- [Exercise goal]
Say how many of the lines below hold "edge", writing the number and nothing more.
********
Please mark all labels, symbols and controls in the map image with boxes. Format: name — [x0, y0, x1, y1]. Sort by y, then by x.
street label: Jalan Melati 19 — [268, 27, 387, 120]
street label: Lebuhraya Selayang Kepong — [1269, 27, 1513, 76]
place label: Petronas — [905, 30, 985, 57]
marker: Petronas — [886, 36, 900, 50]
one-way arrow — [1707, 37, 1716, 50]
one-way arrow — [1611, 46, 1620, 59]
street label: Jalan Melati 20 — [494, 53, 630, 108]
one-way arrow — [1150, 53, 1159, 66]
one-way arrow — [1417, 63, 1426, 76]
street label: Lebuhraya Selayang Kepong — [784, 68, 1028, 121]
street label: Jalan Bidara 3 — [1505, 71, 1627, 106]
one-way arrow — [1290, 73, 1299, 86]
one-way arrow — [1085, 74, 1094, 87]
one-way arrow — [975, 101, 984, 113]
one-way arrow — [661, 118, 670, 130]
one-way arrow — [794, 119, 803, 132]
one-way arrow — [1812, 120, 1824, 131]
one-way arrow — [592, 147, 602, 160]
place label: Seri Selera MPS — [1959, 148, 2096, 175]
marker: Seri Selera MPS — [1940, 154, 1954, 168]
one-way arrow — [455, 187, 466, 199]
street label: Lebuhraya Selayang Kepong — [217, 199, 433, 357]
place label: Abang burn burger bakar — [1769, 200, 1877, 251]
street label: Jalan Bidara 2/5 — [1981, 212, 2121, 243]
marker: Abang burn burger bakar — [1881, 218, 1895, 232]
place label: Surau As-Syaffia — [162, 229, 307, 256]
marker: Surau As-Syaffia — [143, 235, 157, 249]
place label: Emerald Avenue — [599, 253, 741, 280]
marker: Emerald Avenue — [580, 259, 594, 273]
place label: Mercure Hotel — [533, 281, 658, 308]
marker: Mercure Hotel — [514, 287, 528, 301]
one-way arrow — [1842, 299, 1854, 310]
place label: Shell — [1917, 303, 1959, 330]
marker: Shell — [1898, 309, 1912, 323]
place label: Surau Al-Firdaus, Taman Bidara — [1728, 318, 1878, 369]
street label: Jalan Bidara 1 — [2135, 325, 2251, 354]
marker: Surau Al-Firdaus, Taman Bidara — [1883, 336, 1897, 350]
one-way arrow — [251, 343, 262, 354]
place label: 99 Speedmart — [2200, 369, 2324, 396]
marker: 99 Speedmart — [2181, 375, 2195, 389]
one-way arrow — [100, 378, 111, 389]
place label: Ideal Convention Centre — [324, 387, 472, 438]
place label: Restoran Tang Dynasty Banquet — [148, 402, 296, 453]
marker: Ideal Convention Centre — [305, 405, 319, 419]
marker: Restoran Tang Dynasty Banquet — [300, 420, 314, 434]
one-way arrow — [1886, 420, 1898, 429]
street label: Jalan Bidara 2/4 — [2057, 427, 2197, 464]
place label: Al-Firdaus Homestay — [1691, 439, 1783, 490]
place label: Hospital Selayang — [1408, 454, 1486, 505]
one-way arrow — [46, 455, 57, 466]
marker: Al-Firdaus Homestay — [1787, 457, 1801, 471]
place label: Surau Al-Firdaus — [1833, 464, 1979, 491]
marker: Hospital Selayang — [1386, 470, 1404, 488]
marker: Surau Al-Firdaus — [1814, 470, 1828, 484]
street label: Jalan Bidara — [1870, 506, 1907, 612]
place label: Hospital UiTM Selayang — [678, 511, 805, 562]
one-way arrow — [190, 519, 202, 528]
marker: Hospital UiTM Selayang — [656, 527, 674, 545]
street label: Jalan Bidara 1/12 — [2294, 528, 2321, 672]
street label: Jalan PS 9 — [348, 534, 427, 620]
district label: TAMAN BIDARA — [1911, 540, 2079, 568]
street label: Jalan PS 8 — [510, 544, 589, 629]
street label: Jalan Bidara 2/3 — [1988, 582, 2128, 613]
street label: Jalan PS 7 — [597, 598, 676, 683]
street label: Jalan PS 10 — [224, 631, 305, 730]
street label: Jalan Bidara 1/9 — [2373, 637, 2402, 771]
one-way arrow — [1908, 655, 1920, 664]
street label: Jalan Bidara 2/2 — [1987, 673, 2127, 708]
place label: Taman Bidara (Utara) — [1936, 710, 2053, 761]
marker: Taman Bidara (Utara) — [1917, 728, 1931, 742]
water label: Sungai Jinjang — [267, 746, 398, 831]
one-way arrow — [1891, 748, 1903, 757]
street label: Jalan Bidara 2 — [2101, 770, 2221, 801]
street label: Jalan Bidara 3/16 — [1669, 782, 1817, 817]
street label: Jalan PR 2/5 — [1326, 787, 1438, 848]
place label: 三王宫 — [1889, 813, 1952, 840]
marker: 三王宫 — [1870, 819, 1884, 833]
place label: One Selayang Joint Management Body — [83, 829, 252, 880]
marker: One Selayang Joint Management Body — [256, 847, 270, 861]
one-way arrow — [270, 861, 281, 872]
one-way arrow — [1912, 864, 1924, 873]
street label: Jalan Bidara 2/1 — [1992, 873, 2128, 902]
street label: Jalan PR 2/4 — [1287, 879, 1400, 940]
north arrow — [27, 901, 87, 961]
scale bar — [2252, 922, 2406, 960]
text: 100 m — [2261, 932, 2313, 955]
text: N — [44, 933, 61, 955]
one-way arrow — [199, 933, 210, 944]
********
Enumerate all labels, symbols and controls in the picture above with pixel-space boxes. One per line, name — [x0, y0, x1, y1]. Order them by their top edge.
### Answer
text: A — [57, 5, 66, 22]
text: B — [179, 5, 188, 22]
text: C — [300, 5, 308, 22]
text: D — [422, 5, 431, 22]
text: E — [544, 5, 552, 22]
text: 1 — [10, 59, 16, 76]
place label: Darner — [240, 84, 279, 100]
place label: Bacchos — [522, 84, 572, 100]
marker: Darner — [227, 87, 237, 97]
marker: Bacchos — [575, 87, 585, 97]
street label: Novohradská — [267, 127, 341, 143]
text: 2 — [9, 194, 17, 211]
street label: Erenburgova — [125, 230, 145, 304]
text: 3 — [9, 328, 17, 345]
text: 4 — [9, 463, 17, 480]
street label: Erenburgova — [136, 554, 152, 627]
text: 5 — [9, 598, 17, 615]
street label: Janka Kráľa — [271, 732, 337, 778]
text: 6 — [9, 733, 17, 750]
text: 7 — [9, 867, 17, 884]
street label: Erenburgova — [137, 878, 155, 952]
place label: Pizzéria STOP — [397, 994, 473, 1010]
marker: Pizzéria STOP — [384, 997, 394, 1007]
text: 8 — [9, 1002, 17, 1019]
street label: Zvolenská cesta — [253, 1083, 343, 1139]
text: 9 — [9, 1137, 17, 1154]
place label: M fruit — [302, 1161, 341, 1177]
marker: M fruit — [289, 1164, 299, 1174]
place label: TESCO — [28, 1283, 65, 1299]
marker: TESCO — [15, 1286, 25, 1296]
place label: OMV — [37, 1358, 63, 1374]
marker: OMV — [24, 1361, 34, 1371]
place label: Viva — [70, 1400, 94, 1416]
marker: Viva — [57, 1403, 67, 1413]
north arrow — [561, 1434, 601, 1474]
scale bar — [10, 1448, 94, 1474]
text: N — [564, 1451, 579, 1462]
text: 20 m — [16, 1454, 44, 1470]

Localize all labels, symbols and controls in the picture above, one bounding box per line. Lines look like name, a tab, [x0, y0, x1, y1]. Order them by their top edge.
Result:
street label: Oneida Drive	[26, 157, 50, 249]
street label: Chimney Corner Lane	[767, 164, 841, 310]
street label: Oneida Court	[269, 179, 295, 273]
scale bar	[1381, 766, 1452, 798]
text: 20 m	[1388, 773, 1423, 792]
********
- [Solution to the problem]
2